Zim had almost no warning before the robot struck, and it took no time at all for him to realize his horrible mistake. GIR, like all irken military grade equipment, was built with maximum strength and capacity to output damage in mind. And now every single ounce of force in his little body was focused on hugging Zim as hard as possible. Unlike the child's parents from earlier, GIR really was trying to make him burst. All the air was forced from him at once. He could hear his own ribs creaking. His squeedlyspooch was about to rupture under the pressure. He gasped, and found himself so suffocated he couldn't even voice his discomfort.

In a blind panic, Zim extended four spidery, metallic legs from his PAK and used them to hoist the two of them into the air. GIR acted as if he didn't even notice the sloppy attempt to shake him off, only nuzzling his face into Zim's chest even harder and retightening his grip. It wasn't until Zim went so far as to extend a metallic arm and whack him hard enough over the head to leave a dent did he drop off, leaving a newly freed Zim gasping and coughing.

Zim's mechanical legs buckled, and he dropped to the floor, fighting for breath. He certainly didn't feel bloopy anymore. Just sheepish and sore and angry.

"GIR," he hissed, voice hoarse, "Never, ever, do that again."

GIR wasn't listening, instead feeling around the new dent in his head. "I'm squishy!" he cheered.

Zim hefted himself to his feet, seething, and made a beeline for the array of disguised elevators in the kitchen. Maybe he would go blow something up. Or yank the eyeballs out of some hapless Earth creature. Anything, as long as it didn't involve flooping, or booping, or whatever.

And yet, as the elevator descended into the dark depths of his base, that stabbing feeling of resentment, no, longing, came back. He quashed it down.
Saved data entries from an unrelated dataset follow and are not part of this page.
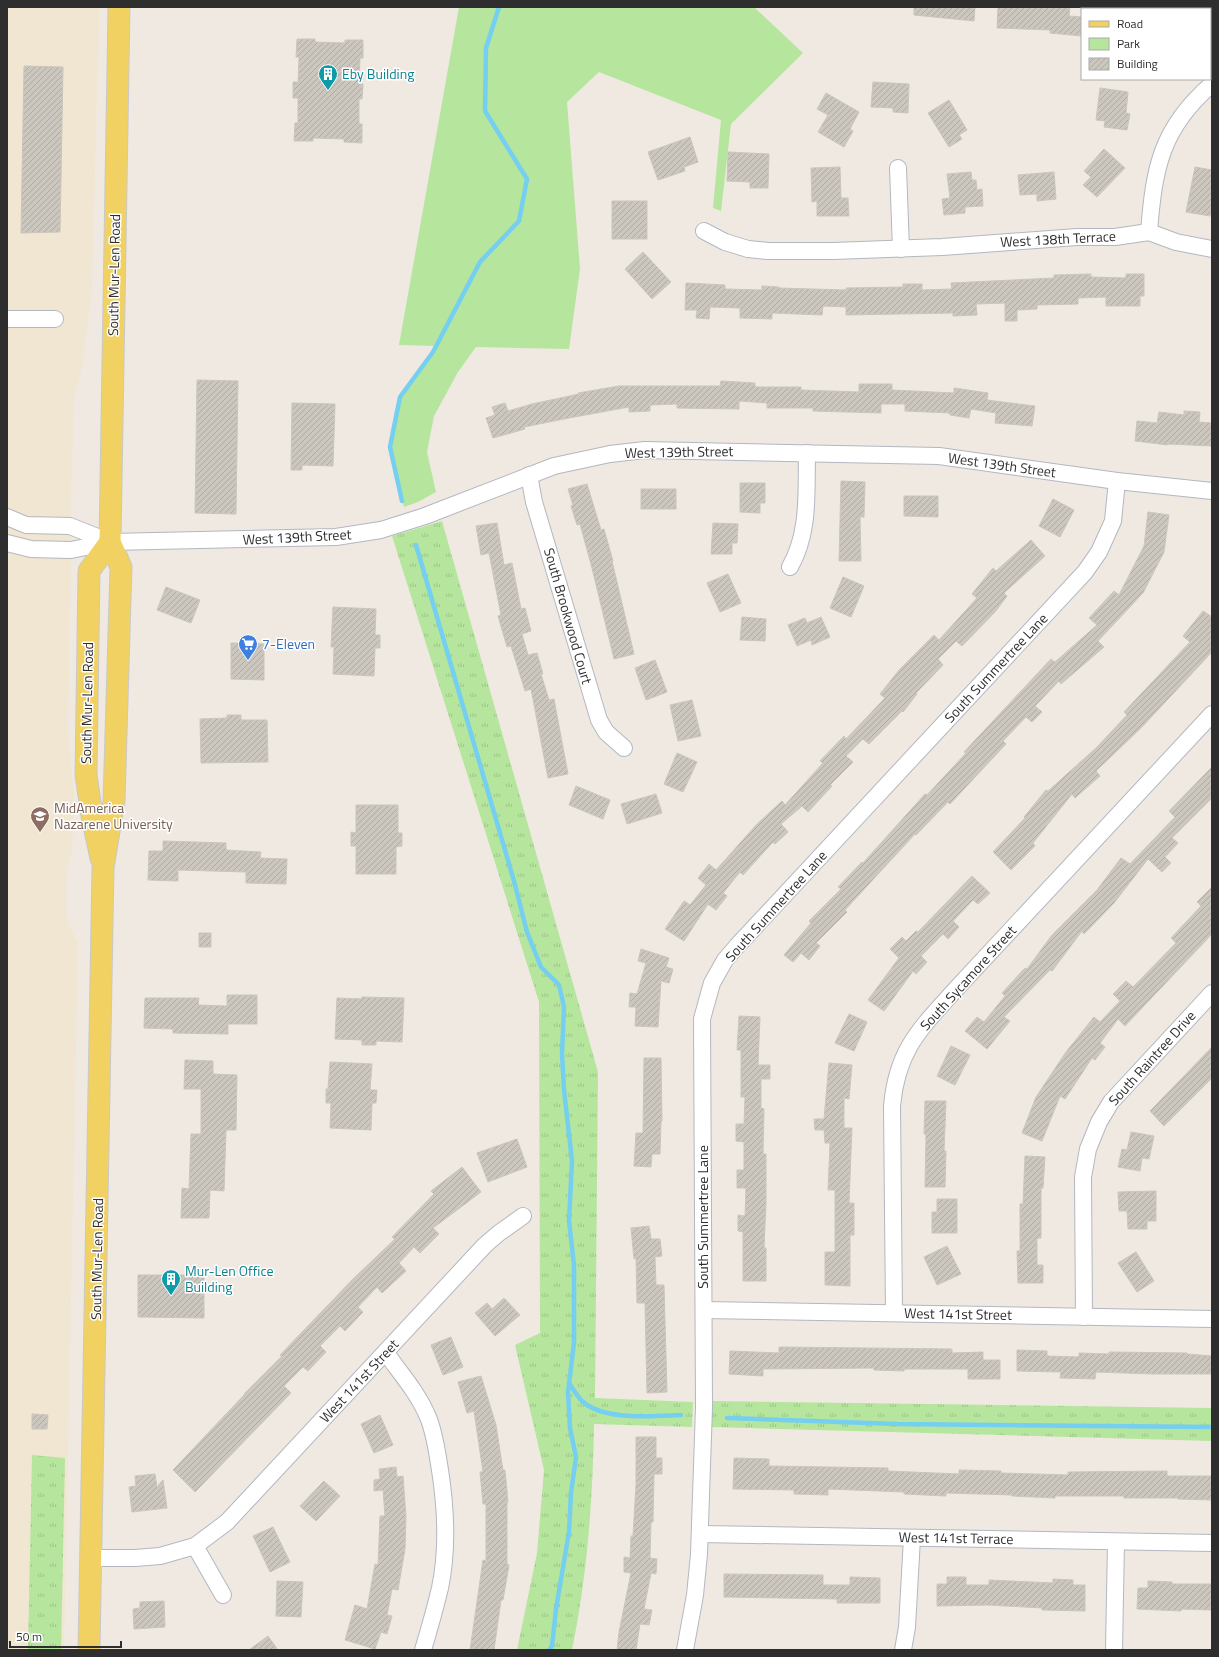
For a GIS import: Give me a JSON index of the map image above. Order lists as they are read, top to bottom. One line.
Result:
{"streets":{"main road":["South Mur-Len Road"],"street":["West 138th Terrace","West 139th Street","South Brookwood Court","South Summertree Lane","South Sycamore Street","South Raintree Drive","West 141st Street","West 141st Terrace"]},"crossings":[["South Mur-Len Road","West 139th Street"],["South Mur-Len Road","West 141st Street"],["West 139th Street","South Brookwood Court"],["West 139th Street","South Summertree Lane"],["South Summertree Lane","West 141st Street"],["South Summertree Lane","West 141st Terrace"],["South Sycamore Street","West 141st Street"],["South Raintree Drive","West 141st Street"]],"places":{"building":["Eby Building","Mur-Len Office Building"],"supermarket":["7-Eleven"],"school or university":["MidAmerica Nazarene University"]},"legend":["Road","Park","Building"],"scale_bar":"50 m"}
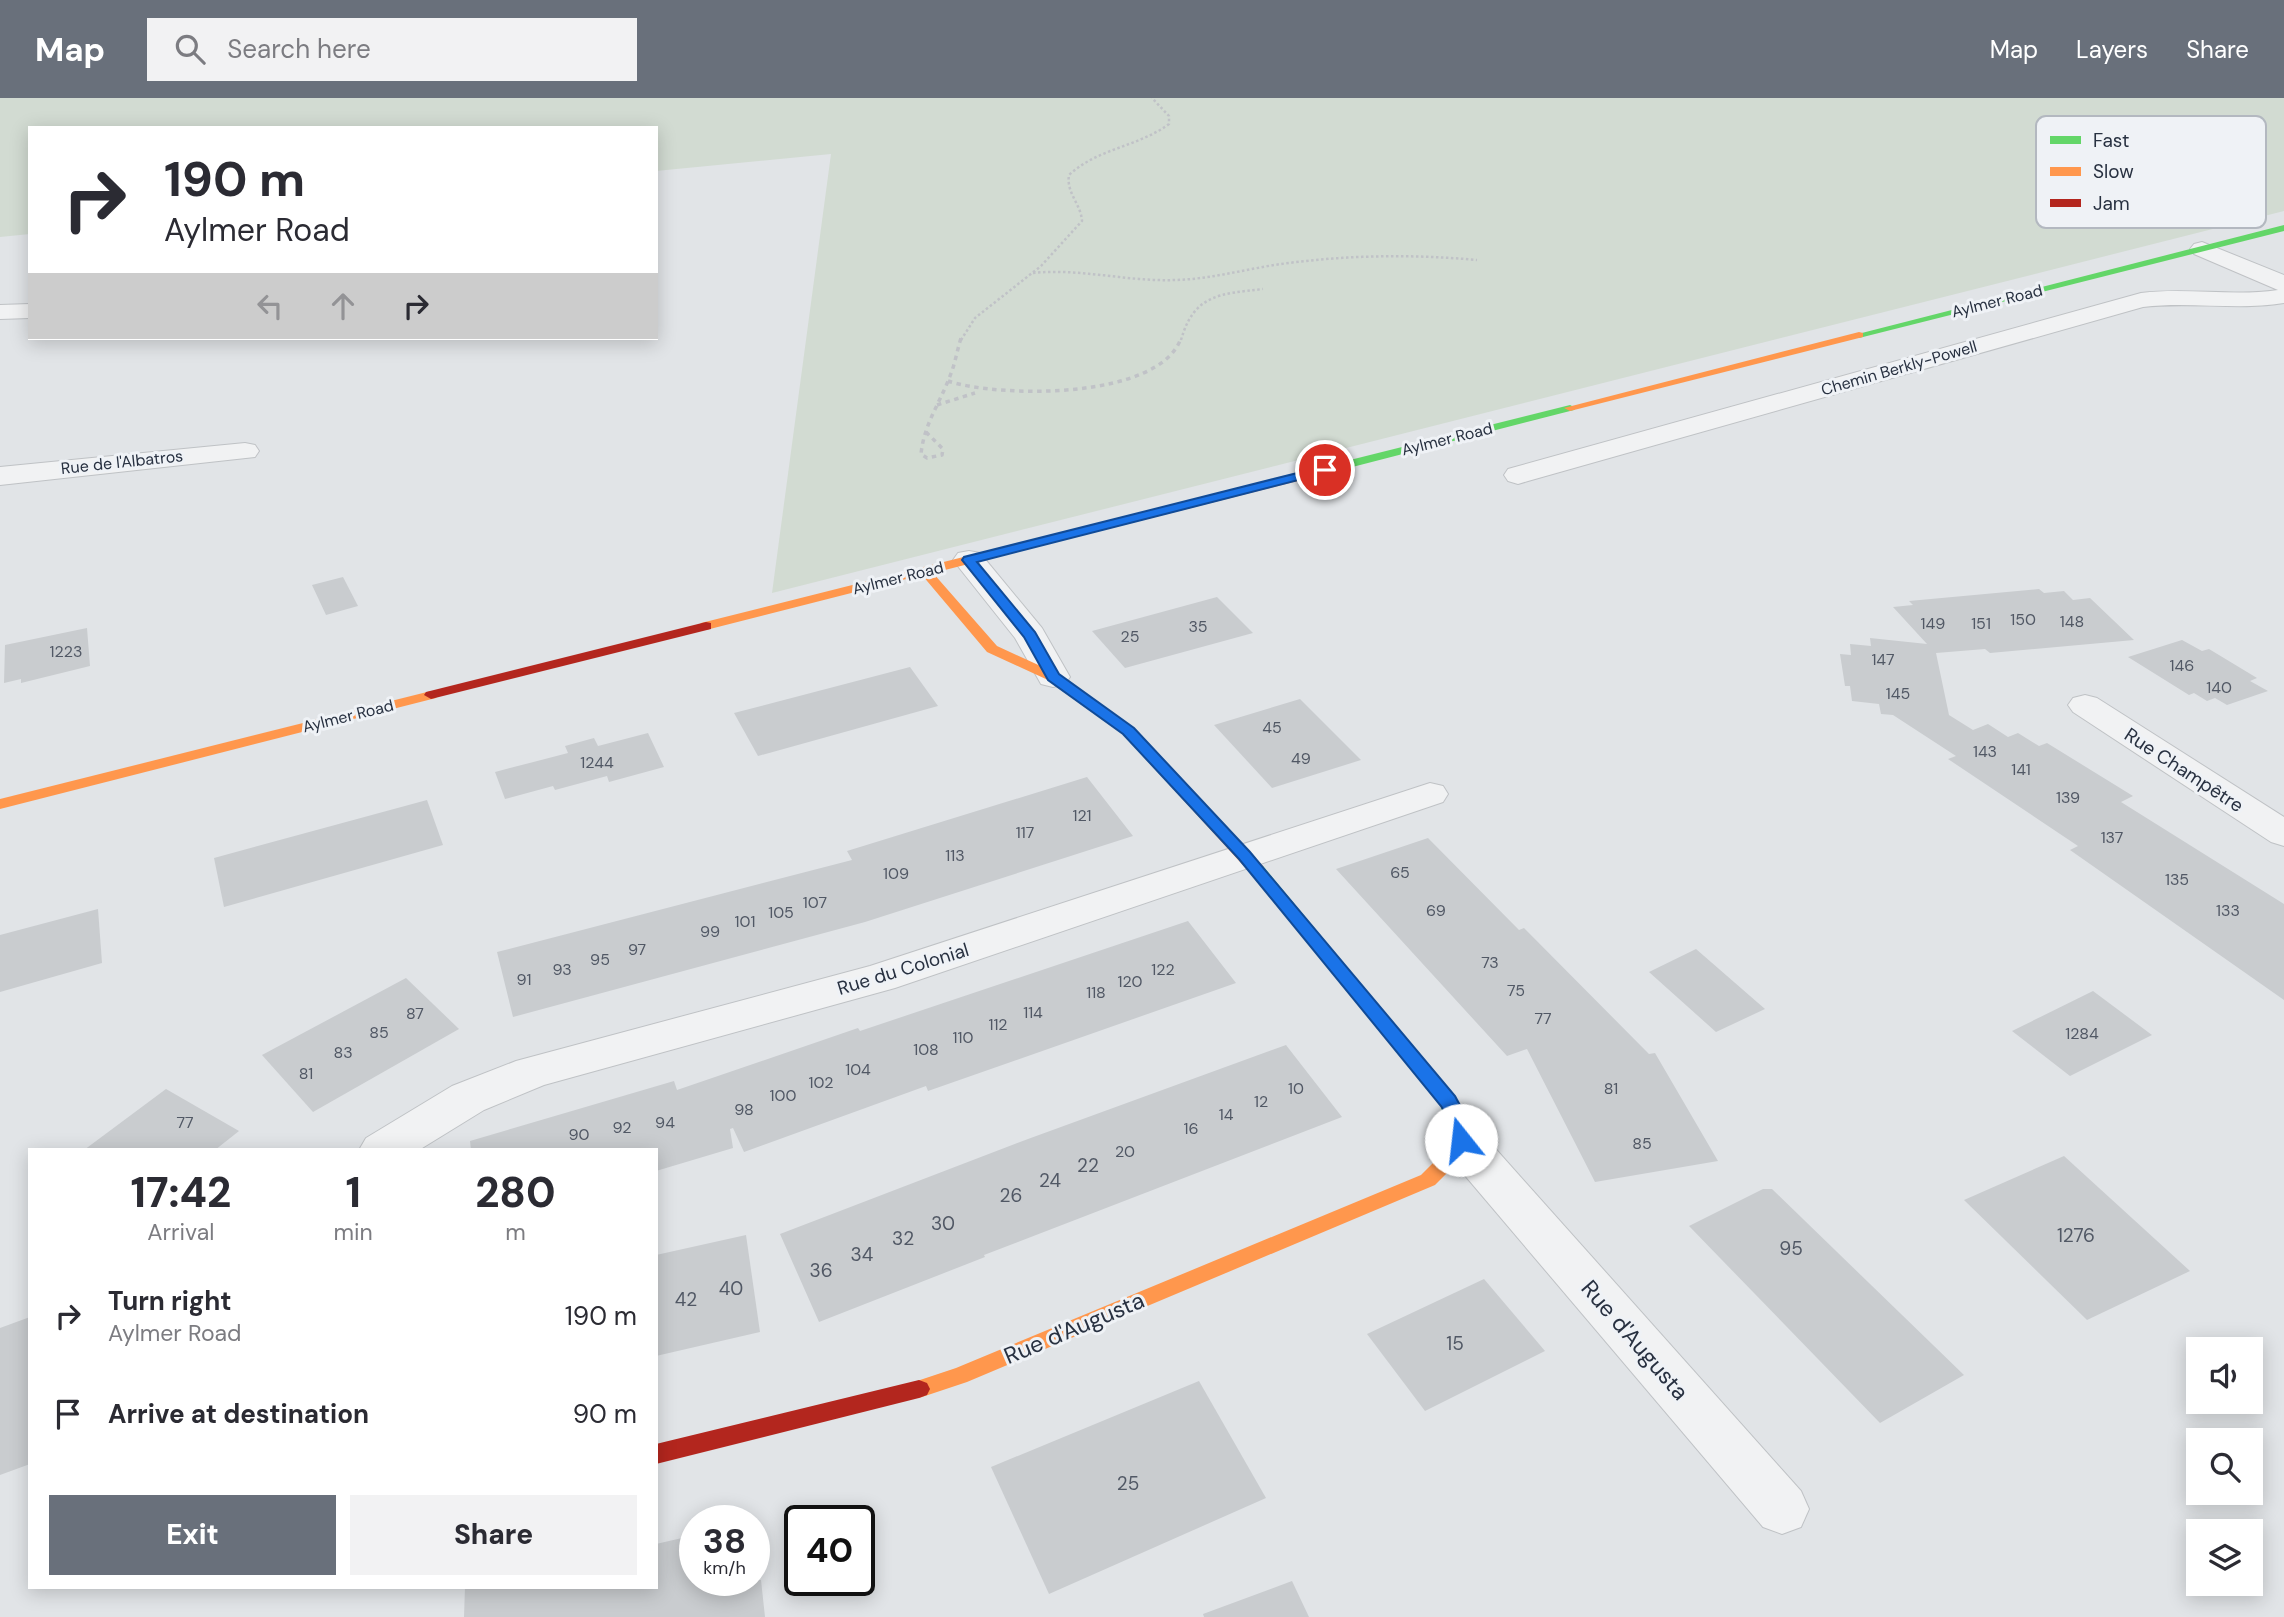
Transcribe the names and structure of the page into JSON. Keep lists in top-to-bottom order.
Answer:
{
  "streets": {
    "main road": ["Aylmer Road", "Rue d'Augusta"],
    "street": [
      "Chemin Berkly-Powell",
      "Rue de l'Albatros",
      "Rue Champêtre",
      "Rue du Colonial"
    ]
  },
  "crossings": [
    ["Aylmer Road", "Rue d'Augusta"],
    ["Rue du Colonial", "Rue d'Augusta"]
  ],
  "house_numbers": [
    "150",
    "148",
    "149",
    "151",
    "35",
    "25",
    "1223",
    "147",
    "146",
    "140",
    "145",
    "45",
    "143",
    "49",
    "1244",
    "141",
    "139",
    "121",
    "117",
    "137",
    "113",
    "65",
    "109",
    "135",
    "107",
    "69",
    "133",
    "105",
    "101",
    "99",
    "97",
    "95",
    "73",
    "93",
    "122",
    "91",
    "120",
    "75",
    "118",
    "114",
    "87",
    "77",
    "112",
    "85",
    "1284",
    "110",
    "108",
    "83",
    "104",
    "81",
    "102",
    "10",
    "81",
    "100",
    "12",
    "98",
    "14",
    "77",
    "94",
    "92",
    "16",
    "90",
    "85",
    "20",
    "22",
    "24",
    "26",
    "30",
    "1276",
    "32",
    "95",
    "34",
    "36",
    "40",
    "42",
    "15",
    "25"
  ],
  "legend": ["Fast", "Slow", "Jam"],
  "page": {
    "header": "Map",
    "search": "Search here",
    "nav": ["Map", "Layers", "Share"],
    "turn": ["190 m", "Aylmer Road"],
    "eta": [
      "17:42",
      "Arrival",
      "1",
      "min",
      "280",
      "m"
    ],
    "list": [
      {
        "name": "Turn right",
        "note": "Aylmer Road",
        "value": "190 m"
      },
      {
        "name": "Arrive at destination",
        "value": "90 m"
      }
    ],
    "buttons": ["Exit", "Share"],
    "speed": "38 km/h",
    "limit": "40"
  }
}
Zim wasn't a child. He didn't need a childhood. Childhood wasn't even a real thing! The mere concept of it was only a result of human primitivism, that they, despite their stupidly short lifespans, decided it would be a good idea to expose their own young to the horrors of a cold, uncaring universe by taking it slow.

The elevator landed and Zim stepped out into the sterile, dimly lit lab, making a resolution then and there. He wouldn't waste his time anymore on silly things like making toys or watching cartoons or hugging. He had spent so much time around these wretched humans that they were starting to rub off on him, with their emotions and their parental love and their useless, pathetic schmoop.

He had to remember the truth. He was a soldier, and his time would always be better served carrying out his mission in service of the empire. He didn't need to be coddled, and he would prove it, to his Tallest, to all of humanity, as he wiped the entire population of this wretched planet off the face of the galaxy.